UMA IMAGEM VALE MAIS DO QUE MIL PALAVRAS: INTELECTUALIDADE E INTERESSES DE CLASSE - Rubens Vinicius da Silva


UMA IMAGEM VALE MAIS DO QUE MIL PALAVRAS: INTELECTUALIDADE E INTERESSES DE CLASSE


Rubens Vinícius da Silva

Licenciado em Ciências Sociais pela FURB – Universidade Regional de Blumenau.




Nos últimos anos, alguns intelectuais brasileiros têm ganhado muita evidência, prestígio e dinheiro, em especial ao ampliar suas atividades para além do fixado pela divisão social do trabalho. Ademais, os vínculos entre estes que mais se destacam na competição no seio desta classe, buscam se aproximar ainda mais, reforçando vínculos e angariando ainda mais espaço na sociedade capitalista. Um exemplo é o caso da foto abaixo, que apesar de ter sido apagada por aquele que a postou numa famosa rede social, nos abre espaço para uma crítica que não pode ser escamoteada. O que intelectuais em primeiro momento tão díspares, como o juiz federal Sergio Moro e o professor e historiador Leandro Karnal (que tão logo recebeu críticas exasperadas teve a “prudência” em retirá-la de circulação) possuem em comum?



Devido aos limites do texto e ao fato de Karnal ter postado a imagem, além de sua notoriedade cada vez maior (ele possui um programa na Rede Bandeirantes, com o sugestivo nome “Careca de Saber”) iremos nos concentrar em sua figura sem, contudo apontar o que há de comum entre ele e o cada vez mais renomado juiz federal Sérgio Moro. Assim, partimos do pressuposto segundo o qual intelectualidade é uma classe social essencialmente conservadora, portanto uma das classes auxiliares da burguesia (VIANA, 2012). Isso significa dizer que todos aqueles que pertencem a esta classe (dos conservadores aos hegemônicos, bem como dos venais aos progressistas, expressando distintas posturas intelectuais) compartilham de um modo de vida e de atividade comum, do qual derivam interesses comuns e, por conseguinte, determinados valores, costumes e representações que também são partilhadas.

No que tange ao termo progressista, empregado para definir a produção, postura e discursos de Karnal, cumpre ressaltar que o uso deste termo possui conotação negativa. Progressista aqui se refere justamente aos membros do bloco progressista: Leandro Karnal se enquadra entre os membros da intelectualidade que manifestam, de forma organizada e consciente, a perspectiva burguesa sob um manto mais “crítico”.

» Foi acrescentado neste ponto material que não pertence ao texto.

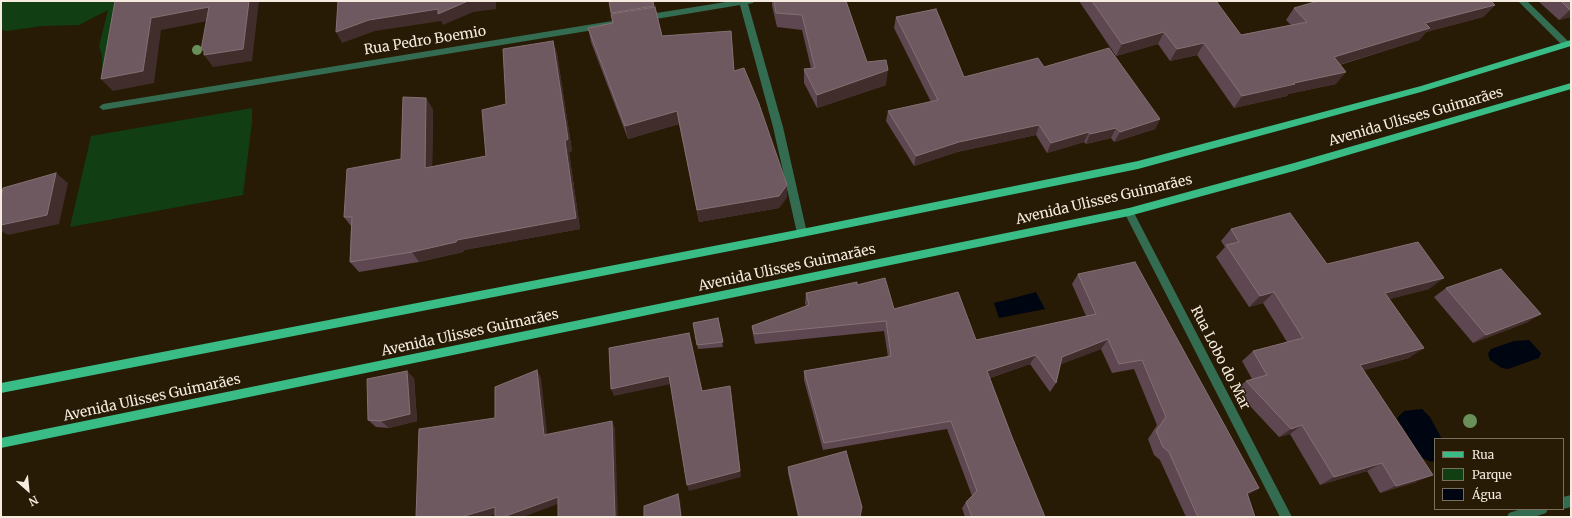 <!DOCTYPE html>
<html>
<head>
<meta charset="utf-8">
<style>
  body { margin:0 }
  #map { position:relative; width:1572px; height:518px; overflow:hidden; background:#271b06; font-family:Merriweather,serif }
  canvas { display:block }
  .frame { position:absolute; inset:0; border:2px solid #f5ecdf; pointer-events:none }
  .legend { position:absolute; left:1434px; top:438px; width:130px; height:72px; box-sizing:border-box; background:#271b06; border:1px solid #796f5d; margin:0; padding:5px 7px; list-style:none; font-size:12px; color:#f5ecdf }
  .legend li { display:flex; align-items:center; gap:8px; height:20px }
  .legend b { width:20px; border:1px solid #796f5d }
  .north { position:absolute; left:8px; top:470px; width:40px; height:40px; -webkit-text-stroke:3px #271b06; paint-order:stroke; rotate:153deg; font-size:11px; font-weight:700; line-height:16px; text-align:center; color:#f5ecdf }
  .north::after { content:''; display:block; margin:auto; width:14px; height:18px; background:#f5ecdf; clip-path:polygon(50% 0,100% 100%,50% 72%,0 100%) }
</style>
</head>
<body>
<div id="map">
<canvas width="1572" height="518"></canvas>
<div class="frame"></div>
<ul class="legend">
<li><b style="height:5px;background:#39bc85"></b>Rua</li>
<li><b style="height:11px;background:#113e12"></b>Parque</li>
<li><b style="height:11px;background:#000611"></b>Água</li>
</ul>
<div class="north">N</div>
</div>
<script>
const context = document.querySelector('canvas').getContext('2d');
context.lineJoin = 'round';
function fillPath(path, color) {
  context.fillStyle = color;
  context.fill(path, 'evenodd');
}
function toPath(rows) {
  const path = new Path2D();
  for (const r of rows) {
    path.moveTo(r[0], r[1]);
    for (let i = 2; i < r.length; i += 2) path.lineTo(r[i], r[i + 1]);
  }
  return path;
}
function strokePath(path, color, width, dash) {
  context.strokeStyle = color;
  context.lineWidth = width;
  context.lineCap = dash ? 'butt' : 'round';
  context.setLineDash(dash || []);
  context.stroke(path);
}
function label(font, color, halo, rows, align = 'center') {
  context.font = font + ' Merriweather,serif';
  context.lineWidth = 3;
  context.setLineDash([]);
  context.textBaseline = 'middle';
  context.strokeStyle = halo;
  context.fillStyle = color;
  for (const [text, x, y, turn = 0] of rows) {
    context.save();
    context.translate(x, y);
    context.rotate((+turn || 0) * Math.PI / 180);
    context.textAlign = isNaN(turn) ? turn : align;
    if (halo) context.strokeText(text, 0, 0);
    context.fillText(text, 0, 0);
    context.restore();
  }
}
fillPath(toPath([
  [1,1,125,1,102,76,102,56,99,46,108,10,79,25,42,26,7,31,1,30],
  [252,108,252,122,243,195,70,227,91,136]
]), '#113e12');
fillPath(toPath([
  [1036,292,1045,309,999,318,994,303],
  [1529,340,1541,353,1539,358,1508,369,1502,368,1490,360,1488,354,1491,349,1514,341],
  [1422,409,1430,417,1442,439,1435,439,1435,462,1429,461,1422,458,1397,418,1404,411]
]), '#000611');
fillPath(toPath([
  [732,1,754,1,753,3,748,4,783,127,807,233,805,236,802,237,799,236,797,233,773,127,740,5,644,21,640,18,644,15,732,1],
  [1518,1,1527,1,1569,42,1570,44,1569,46,1563,46,1518,1],
  [612,21,616,24,612,27,103,110,99,107,103,104,612,21],
  [1129,208,1132,209,1292,517,1280,517,1124,212,1126,209,1129,208],
  [1571,495,1571,507,1563,509,1563,497,1571,495],
  [1521,509,1548,509,1546,513,1534,517,1507,517,1509,513,1521,509]
]), '#346c51');
fillPath(toPath([
  [1571,40,1571,46,1421,92,1138,169,802,237,1,393,1,383,802,229,1138,161,1421,86,1571,40],
  [1571,83,1571,89,1294,171,1129,216,1,448,1,438,1129,208,1294,163,1571,83]
]), '#39bc85');
context.fillStyle = '#6a905a';
for (const [x, y, r] of [
  [197,50,5],
  [1470,421,7]
]) {
  context.beginPath();
  context.arc(x, y, r, 0, 2 * Math.PI);
  context.fill();
}
fillPath(toPath([
  [609,1,655,7,662,36,734,71,787,197,779,208,699,222,679,124,628,139,591,42,588,28,613,23],
  [772,1,846,1,867,62,886,85,817,108,804,83,804,69,811,68,802,30,777,27,772,6],
  [1079,1,1216,1,1241,35,1291,25,1286,20,1294,8,1495,5,1483,17,1426,32,1419,40,1340,65,1336,84,1288,94,1287,96,1234,108,1197,55,1170,61,1158,44,1116,56],
  [1538,1,1571,1,1571,17,1559,20],
  [896,17,964,77,1044,67,1160,119,1155,129,1114,142,1111,138,1086,144,1084,142,1047,153,1036,135,957,152,914,166,886,121,888,111,931,102,894,28],
  [553,41,557,54,572,151,569,152,580,229,464,250,463,252,419,262,359,272,350,262,351,226,344,217,401,159,426,98,433,110,432,167,486,156,506,104],
  [1231,229,1327,264,1429,289,1389,299,1409,358,1364,370,1416,482,1380,493,1367,471,1320,485,1290,434,1279,437,1235,390,1246,381,1252,379,1242,361,1253,351,1287,342,1263,303,1249,307,1216,257,1225,247,1221,241],
  [1078,274,1248,495,1255,517,1186,517,1160,460,1154,455,1148,439,1157,425,1134,369,1112,373,1101,349,1061,364,1056,383,1050,392,1030,364,990,378,1012,437,1045,517,965,517,962,508,966,502,972,496,947,429,823,450,804,380,804,371,888,357,884,331,755,344,753,335,752,326,806,306,805,303,806,293,857,285,894,309,976,340,1086,316,1072,284],
  [1446,288,1528,322,1473,343,1434,297],
  [718,318,723,347,698,349,693,323],
  [414,378,417,421,389,428,376,427,368,420],
  [788,467,860,517,798,517,788,473]
]), '#5e4751');
fillPath(toPath([
  [249,1,259,1,252,61,213,67,204,55],
  [468,1,496,1,496,9,473,12,443,25,441,21,375,31,342,43,336,32,369,20],
  [1495,5,1483,17,1426,32,1419,40,1325,69,1334,57,1425,23],
  [654,6,655,12,613,19,611,13],
  [209,7,218,19,161,30,154,83,113,91,101,79,151,18],
  [1571,9,1571,17,1559,20,1570,10],
  [1164,32,1158,44,1116,56,1122,44],
  [553,41,557,54,572,151,569,152,580,229,464,250,463,252,419,262,412,252,457,240,565,141],
  [1204,43,1197,55,1170,61,1177,49],
  [888,70,886,85,817,108,817,95],
  [1346,72,1336,84,1288,94,1287,96,1234,108,1242,96,1294,83],
  [426,98,433,110,432,179,425,168],
  [677,111,679,124,628,139,625,126],
  [1160,119,1155,129,1114,142,1120,132],
  [1039,125,1036,135,957,152,914,166,916,156,959,142],
  [1116,128,1111,138,1086,144,1090,134],
  [1089,132,1084,142,1047,153,1051,143],
  [56,173,68,183,59,224,8,235,1,231,1,225],
  [787,185,787,197,779,208,699,222,697,210],
  [1444,278,1429,289,1371,304,1385,293],
  [1274,292,1263,303,1249,307,1260,296],
  [1541,314,1528,322,1473,343,1486,335],
  [1108,339,1101,349,1056,366,1062,357],
  [1424,348,1409,358,1347,375,1360,365],
  [1036,355,1030,364,983,380,987,371],
  [537,370,541,378,548,441,544,435],
  [407,371,414,378,417,421,389,428,381,421],
  [669,376,671,384,614,396,611,389],
  [730,386,741,477,689,491,687,485],
  [612,421,615,428,618,517,615,517],
  [1302,425,1290,434,1279,437,1291,429],
  [1382,463,1367,471,1320,485,1334,477],
  [1433,475,1416,482,1380,493,1396,486],
  [1259,488,1248,495,1236,500,1247,493],
  [678,494,680,500,682,517,681,517],
  [558,497,563,502,523,517,503,517],
  [495,507,501,513,486,517,461,517]
]), '#412e2c');
const building = toPath([
  [115,1,249,1,243,49,204,55,204,50,201,50,209,7,151,18,143,71,101,79,115,1],
  [338,1,471,1,468,1,438,14,438,9,369,20,336,32,338,1],
  [609,1,653,1,654,6,611,13,609,1],
  [774,1,846,1,867,62,886,60,888,70,817,95,804,69,815,68,802,15,776,13,774,1],
  [1092,1,1216,1,1241,35,1307,22,1294,8,1318,1,1491,1,1495,5,1425,23,1430,28,1334,57,1346,72,1294,83,1295,84,1242,96,1204,43,1177,49,1164,32,1122,44,1092,1],
  [1561,1,1571,1,1571,9,1570,10,1561,1],
  [655,7,662,36,731,31,734,71,744,68,759,104,787,185,779,196,697,210,677,111,625,126,588,28,613,23,611,14,655,7],
  [936,9,964,77,1038,58,1044,67,1109,48,1160,119,1120,132,1116,128,1090,134,1089,132,1051,143,1039,125,959,142,916,156,888,111,938,100,896,17,936,9],
  [553,41,568,139,565,141,576,218,457,240,456,242,412,252,350,262,352,217,344,217,347,169,401,159,403,97,426,98,425,168,486,156,482,110,506,104,503,49,553,41],
  [56,173,47,215,1,225,1,198,3,188,56,173],
  [1290,213,1327,264,1418,242,1444,278,1385,293,1424,348,1360,365,1433,475,1396,486,1382,463,1334,477,1302,425,1291,429,1246,381,1267,375,1253,351,1303,338,1274,292,1260,296,1226,245,1239,242,1231,229,1290,213],
  [1135,262,1259,488,1247,493,1255,517,1198,517,1197,515,1169,452,1163,447,1156,431,1166,417,1142,360,1119,364,1108,339,1062,357,1056,383,1036,355,987,371,1012,437,1045,517,972,517,966,502,977,491,951,421,824,443,804,371,891,356,886,321,754,334,752,326,809,305,806,293,857,282,857,285,885,278,894,309,958,292,976,340,1096,314,1078,274,1135,262],
  [1501,269,1541,314,1486,335,1446,288,1501,269],
  [718,318,723,342,697,345,693,323,718,318],
  [689,333,702,391,730,386,740,471,687,485,669,376,611,389,609,348,689,333],
  [537,370,544,435,612,421,615,517,558,517,558,497,503,517,495,517,495,507,461,517,416,517,419,429,495,418,495,387,537,370],
  [407,371,410,414,381,421,368,420,367,379,407,371],
  [846,451,862,507,860,517,799,517,788,467,846,451],
  [678,494,681,517,644,517,644,506,678,494]
]);
fillPath(building, '#6f5960');
strokePath(building, '#847074', 1);
label('14px', '#f5ecdf', '#271b06', [
  ["Rua Pedro Boemio",425,41,-9],
  ["Avenida Ulisses Guimarães",1416,117,-16],
  ["Avenida Ulisses Guimarães",1104,200,-13],
  ["Avenida Ulisses Guimarães",787,268,-12],
  ["Avenida Ulisses Guimarães",470,333,-12],
  ["Rua Lobo do Mar",1220,358,63],
  ["Avenida Ulisses Guimarães",152,398,-12]
]);
</script>
</body>
</html>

Para este bloco social, cuja expressão é a ação de setores da intelectualidade e da burocracia partidária e sindical, numa união que se dá através de suas forças organizadas e formas de consciência, gerando assim novos interesses e processos de luta, existe a necessidade de defender posições que apontem para um questionamento de determinados aspectos isolados da sociedade moderna. Portanto, não se trata de propor uma crítica radical, ou seja, que vá até às raízes do problema.

A dinâmica dos blocos sociais complexifica a luta de classes (VIANA, 2016): uma de suas formas se dá pela confusão, muitas vezes estabelecida (e algumas até intencionalmente) pelos representantes intelectuais do bloco progressista, no sentido de desviar a luta de classes da questão fundamental, o modo de produção capitalista, para, no caso da foto, questões de ordem moral. Como se outros orgulhosos colegas de classe social não fizessem o mesmo ao longo da história do capitalismo subordinado brasileiro...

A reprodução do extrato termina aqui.